Segment Open

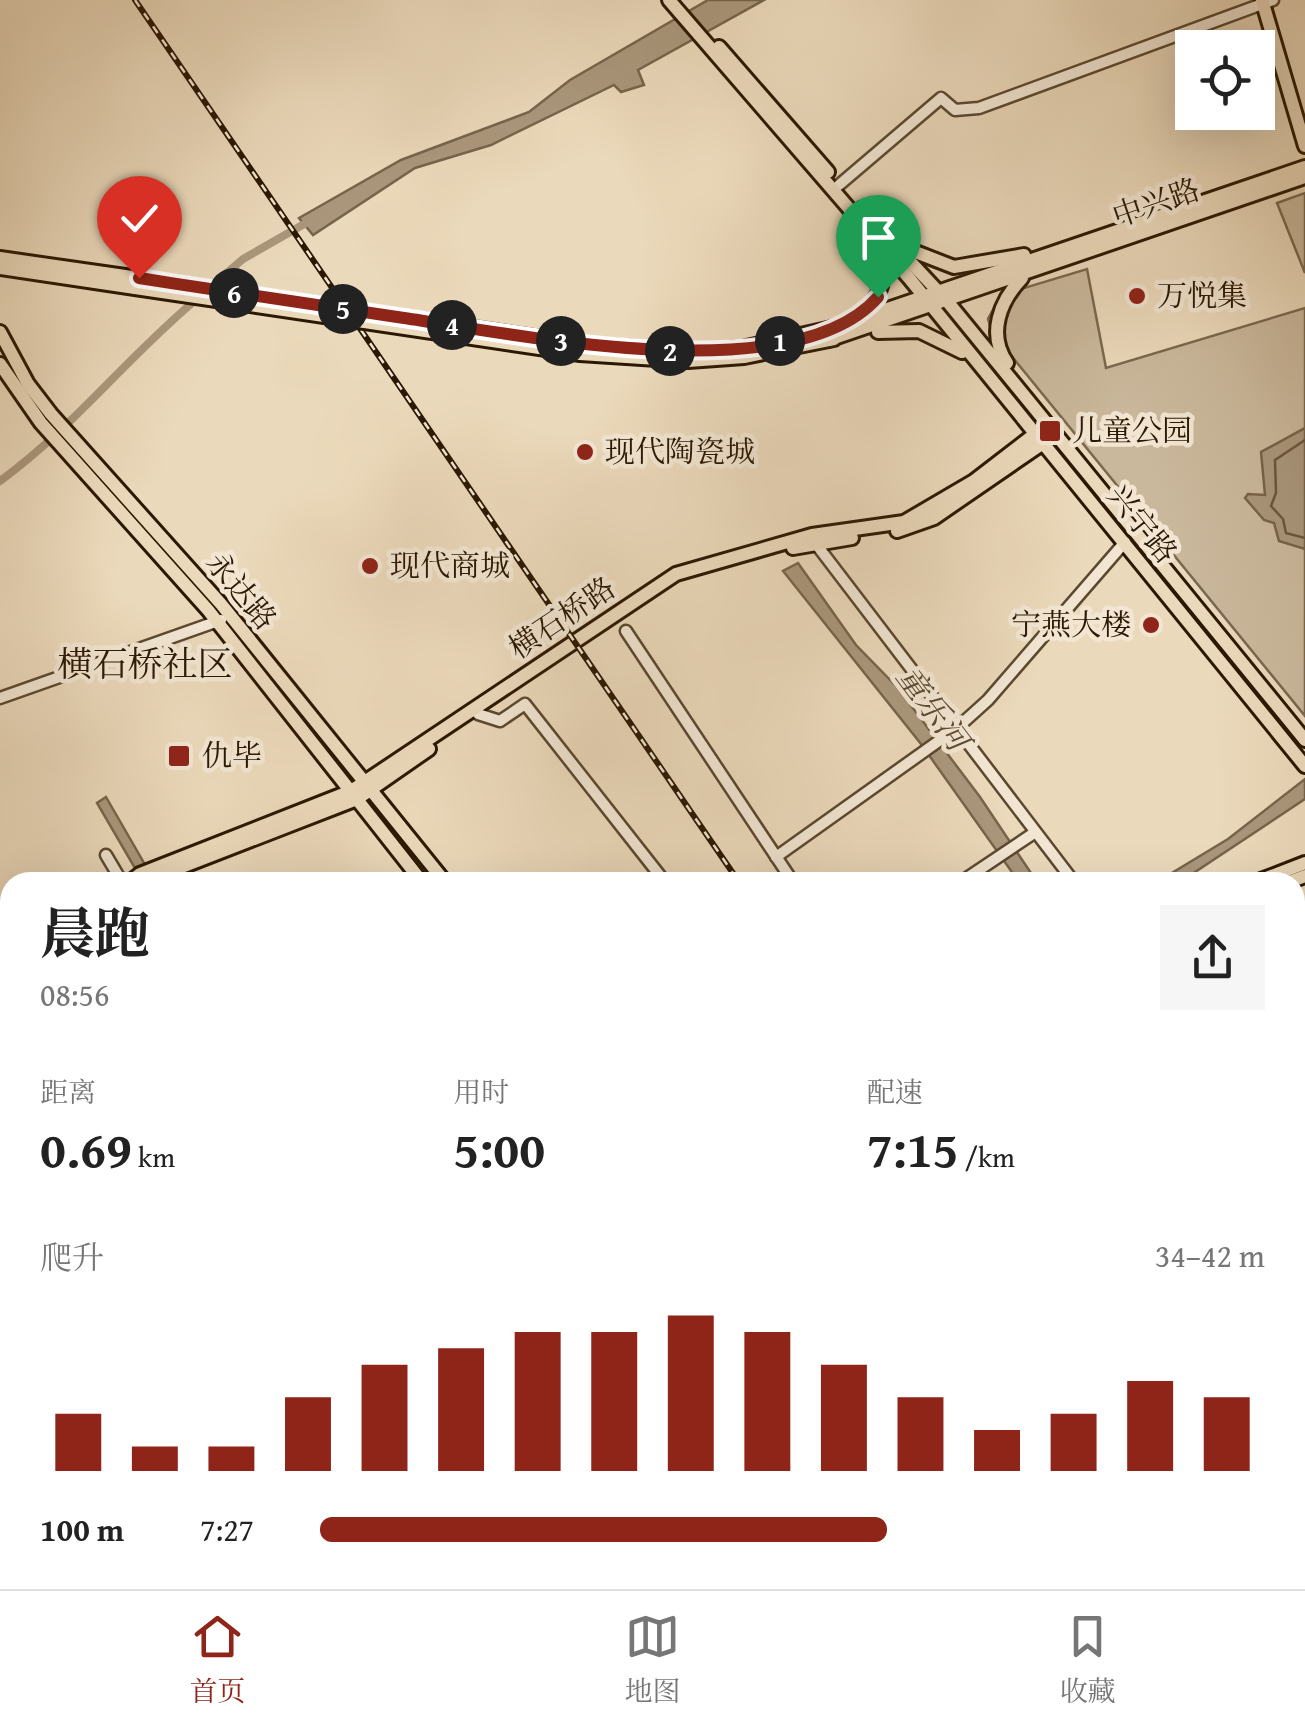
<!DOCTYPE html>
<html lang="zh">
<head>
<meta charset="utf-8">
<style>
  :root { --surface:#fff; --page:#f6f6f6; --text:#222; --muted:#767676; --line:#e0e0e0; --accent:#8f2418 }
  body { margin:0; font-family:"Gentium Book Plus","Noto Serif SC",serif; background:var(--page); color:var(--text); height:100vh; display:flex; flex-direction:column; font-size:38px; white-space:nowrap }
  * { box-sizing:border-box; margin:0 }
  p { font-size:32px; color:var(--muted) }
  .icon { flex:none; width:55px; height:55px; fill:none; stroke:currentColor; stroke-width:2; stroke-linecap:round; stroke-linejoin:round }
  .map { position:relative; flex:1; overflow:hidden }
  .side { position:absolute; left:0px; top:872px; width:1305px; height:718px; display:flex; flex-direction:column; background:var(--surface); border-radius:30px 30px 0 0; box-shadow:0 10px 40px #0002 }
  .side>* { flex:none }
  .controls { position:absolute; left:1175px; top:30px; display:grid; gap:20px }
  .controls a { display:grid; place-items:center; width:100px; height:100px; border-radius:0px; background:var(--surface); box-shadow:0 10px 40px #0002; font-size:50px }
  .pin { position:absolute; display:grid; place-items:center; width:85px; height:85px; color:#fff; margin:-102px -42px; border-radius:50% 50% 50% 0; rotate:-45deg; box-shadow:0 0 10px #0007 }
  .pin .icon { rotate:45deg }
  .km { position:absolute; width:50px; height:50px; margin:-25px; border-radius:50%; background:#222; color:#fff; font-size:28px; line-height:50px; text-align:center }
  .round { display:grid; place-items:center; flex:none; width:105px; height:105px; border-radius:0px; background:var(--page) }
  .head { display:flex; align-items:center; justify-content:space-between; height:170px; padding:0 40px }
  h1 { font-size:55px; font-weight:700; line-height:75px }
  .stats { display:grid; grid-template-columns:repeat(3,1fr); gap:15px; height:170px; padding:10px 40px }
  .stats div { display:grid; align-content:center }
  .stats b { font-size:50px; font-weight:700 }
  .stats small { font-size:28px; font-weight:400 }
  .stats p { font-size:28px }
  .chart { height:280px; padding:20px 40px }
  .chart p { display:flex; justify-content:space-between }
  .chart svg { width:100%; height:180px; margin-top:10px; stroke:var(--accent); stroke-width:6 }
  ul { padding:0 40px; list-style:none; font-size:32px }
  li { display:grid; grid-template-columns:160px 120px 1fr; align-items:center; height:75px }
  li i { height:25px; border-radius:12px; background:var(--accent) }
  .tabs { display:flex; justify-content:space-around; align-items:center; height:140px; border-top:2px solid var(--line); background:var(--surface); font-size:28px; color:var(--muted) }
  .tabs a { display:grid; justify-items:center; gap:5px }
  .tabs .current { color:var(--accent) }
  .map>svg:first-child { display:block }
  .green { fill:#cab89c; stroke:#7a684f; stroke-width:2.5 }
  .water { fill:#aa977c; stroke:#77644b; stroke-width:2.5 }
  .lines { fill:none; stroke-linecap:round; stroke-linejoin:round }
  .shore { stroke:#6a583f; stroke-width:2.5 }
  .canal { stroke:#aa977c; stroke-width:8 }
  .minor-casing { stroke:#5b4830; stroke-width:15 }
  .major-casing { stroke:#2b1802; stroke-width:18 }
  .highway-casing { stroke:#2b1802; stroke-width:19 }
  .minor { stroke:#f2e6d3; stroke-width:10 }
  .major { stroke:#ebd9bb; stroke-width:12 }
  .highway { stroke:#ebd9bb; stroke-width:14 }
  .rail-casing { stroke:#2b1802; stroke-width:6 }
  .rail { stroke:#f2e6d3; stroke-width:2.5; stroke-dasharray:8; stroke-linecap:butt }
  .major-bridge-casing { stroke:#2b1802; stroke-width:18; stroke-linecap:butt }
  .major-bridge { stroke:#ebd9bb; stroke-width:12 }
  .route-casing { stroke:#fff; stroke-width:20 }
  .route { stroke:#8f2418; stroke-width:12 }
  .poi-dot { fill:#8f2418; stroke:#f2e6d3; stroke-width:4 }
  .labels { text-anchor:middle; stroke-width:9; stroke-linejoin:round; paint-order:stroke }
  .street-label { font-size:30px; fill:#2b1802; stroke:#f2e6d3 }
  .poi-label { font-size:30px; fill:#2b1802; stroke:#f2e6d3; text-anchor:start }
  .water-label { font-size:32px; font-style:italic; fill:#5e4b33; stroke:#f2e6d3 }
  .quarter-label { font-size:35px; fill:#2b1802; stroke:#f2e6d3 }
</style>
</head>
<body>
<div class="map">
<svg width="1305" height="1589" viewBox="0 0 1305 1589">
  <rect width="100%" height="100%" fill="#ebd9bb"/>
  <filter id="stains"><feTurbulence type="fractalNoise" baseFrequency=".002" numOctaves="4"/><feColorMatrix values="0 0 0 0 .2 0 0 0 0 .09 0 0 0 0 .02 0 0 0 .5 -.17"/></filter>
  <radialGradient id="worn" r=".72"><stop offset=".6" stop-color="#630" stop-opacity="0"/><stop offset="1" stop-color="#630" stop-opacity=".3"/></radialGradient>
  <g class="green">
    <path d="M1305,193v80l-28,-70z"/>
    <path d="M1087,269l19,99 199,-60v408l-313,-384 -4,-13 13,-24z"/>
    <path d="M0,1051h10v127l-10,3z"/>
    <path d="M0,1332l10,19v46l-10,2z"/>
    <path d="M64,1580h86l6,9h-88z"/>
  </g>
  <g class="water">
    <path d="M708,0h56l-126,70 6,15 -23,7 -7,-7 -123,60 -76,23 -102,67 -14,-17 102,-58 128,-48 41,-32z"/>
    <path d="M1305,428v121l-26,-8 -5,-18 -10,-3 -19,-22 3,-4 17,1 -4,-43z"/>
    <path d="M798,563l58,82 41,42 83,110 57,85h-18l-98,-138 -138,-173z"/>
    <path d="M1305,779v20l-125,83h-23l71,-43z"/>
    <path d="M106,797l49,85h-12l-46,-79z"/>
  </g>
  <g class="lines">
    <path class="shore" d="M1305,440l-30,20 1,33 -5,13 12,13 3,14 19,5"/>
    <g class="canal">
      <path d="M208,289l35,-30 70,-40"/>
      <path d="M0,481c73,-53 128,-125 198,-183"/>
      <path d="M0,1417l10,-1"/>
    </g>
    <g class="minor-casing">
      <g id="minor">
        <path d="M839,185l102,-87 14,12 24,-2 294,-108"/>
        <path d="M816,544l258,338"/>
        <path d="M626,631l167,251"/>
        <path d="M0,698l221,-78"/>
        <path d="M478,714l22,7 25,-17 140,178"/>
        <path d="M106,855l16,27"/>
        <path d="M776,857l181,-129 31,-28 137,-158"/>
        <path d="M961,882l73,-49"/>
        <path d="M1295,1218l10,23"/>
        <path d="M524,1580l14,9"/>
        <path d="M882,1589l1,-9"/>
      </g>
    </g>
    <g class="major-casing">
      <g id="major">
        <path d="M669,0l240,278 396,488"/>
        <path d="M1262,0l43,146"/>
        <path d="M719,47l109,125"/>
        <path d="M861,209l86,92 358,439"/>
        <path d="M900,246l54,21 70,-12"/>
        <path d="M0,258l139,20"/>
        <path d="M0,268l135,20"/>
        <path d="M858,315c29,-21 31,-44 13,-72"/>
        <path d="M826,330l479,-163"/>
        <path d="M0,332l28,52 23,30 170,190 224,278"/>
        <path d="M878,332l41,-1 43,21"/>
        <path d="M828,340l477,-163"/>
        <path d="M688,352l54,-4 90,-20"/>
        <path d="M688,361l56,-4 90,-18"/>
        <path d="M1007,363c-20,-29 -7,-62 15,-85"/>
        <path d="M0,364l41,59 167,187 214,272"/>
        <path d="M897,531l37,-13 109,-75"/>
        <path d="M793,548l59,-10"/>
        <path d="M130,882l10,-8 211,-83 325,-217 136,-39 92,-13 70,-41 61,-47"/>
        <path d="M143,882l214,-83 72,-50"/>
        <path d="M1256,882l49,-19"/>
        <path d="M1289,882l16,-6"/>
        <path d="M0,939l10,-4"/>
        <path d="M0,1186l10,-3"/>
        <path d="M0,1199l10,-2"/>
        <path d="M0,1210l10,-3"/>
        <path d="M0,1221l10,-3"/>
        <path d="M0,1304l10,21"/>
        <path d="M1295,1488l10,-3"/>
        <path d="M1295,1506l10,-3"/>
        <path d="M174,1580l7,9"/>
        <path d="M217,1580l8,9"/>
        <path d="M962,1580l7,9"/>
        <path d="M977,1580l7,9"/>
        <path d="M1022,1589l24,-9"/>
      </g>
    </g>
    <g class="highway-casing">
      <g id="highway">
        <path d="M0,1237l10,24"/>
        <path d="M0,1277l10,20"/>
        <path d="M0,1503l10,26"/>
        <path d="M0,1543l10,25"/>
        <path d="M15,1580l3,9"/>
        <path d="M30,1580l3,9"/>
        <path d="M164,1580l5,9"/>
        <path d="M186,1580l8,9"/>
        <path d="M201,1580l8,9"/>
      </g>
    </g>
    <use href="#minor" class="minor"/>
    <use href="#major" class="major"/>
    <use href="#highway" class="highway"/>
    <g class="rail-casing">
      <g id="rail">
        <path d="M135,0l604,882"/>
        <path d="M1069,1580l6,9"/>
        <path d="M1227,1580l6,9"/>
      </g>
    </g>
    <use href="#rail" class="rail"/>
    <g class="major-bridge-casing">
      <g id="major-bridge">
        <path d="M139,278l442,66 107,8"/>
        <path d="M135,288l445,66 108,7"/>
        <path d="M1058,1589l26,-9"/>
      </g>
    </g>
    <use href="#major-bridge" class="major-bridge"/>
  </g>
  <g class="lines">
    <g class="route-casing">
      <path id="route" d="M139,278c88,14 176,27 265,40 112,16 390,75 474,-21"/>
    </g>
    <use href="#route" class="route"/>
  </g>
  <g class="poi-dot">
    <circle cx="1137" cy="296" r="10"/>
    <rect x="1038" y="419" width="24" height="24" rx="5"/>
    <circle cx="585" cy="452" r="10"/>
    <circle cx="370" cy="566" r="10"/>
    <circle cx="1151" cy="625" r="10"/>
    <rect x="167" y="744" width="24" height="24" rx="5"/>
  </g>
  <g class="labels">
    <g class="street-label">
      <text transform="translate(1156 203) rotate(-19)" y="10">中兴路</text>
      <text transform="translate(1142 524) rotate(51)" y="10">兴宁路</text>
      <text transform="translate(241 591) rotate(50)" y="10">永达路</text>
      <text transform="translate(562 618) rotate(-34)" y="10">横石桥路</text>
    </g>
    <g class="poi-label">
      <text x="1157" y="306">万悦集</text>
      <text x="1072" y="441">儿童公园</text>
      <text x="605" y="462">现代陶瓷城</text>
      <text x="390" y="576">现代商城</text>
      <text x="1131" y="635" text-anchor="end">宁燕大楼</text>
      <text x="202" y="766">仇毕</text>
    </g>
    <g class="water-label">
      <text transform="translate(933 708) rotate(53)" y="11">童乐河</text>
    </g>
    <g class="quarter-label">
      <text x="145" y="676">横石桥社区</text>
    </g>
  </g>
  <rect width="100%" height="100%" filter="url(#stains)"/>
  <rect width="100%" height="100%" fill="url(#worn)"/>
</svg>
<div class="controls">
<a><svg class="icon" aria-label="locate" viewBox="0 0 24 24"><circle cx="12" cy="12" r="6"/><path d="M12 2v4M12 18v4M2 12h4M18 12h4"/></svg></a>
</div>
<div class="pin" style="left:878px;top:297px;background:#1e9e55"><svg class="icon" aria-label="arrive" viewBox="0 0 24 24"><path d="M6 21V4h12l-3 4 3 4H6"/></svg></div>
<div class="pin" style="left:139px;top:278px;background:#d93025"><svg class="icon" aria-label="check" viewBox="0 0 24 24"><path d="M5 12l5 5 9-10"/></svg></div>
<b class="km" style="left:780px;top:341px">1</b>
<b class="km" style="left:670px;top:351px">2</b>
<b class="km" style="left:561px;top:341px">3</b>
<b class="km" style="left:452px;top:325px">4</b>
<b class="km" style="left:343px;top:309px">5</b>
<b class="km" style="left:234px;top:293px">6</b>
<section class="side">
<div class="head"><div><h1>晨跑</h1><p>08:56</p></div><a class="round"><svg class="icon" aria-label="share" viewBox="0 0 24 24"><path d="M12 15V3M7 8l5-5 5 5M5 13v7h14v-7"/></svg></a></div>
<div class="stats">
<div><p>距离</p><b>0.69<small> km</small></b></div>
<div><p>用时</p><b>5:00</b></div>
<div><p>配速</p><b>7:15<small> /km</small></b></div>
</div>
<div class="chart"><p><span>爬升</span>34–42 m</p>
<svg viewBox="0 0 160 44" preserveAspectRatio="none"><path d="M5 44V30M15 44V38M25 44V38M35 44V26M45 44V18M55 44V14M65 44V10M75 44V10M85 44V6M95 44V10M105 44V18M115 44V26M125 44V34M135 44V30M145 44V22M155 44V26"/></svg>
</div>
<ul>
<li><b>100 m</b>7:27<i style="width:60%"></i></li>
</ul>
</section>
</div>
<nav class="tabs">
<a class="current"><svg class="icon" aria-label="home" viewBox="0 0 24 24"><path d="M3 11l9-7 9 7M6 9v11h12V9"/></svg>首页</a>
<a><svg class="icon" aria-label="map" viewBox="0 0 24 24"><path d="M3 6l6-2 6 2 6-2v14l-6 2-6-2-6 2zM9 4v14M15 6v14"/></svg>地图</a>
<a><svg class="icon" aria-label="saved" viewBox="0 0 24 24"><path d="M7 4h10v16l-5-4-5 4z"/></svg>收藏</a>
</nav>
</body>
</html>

Segment Closed

• [WHAT IS NEEDED]: Collect, from the material above, every line containing the word "body".

• [ANSWER FOR THE TASK]:
  body { margin:0; font-family:"Gentium Book Plus","Noto Serif SC",serif; background:var(--page); color:var(--text); height:100vh; display:flex; flex-direction:column; font-size:38px; white-space:nowrap }
<body>
</body>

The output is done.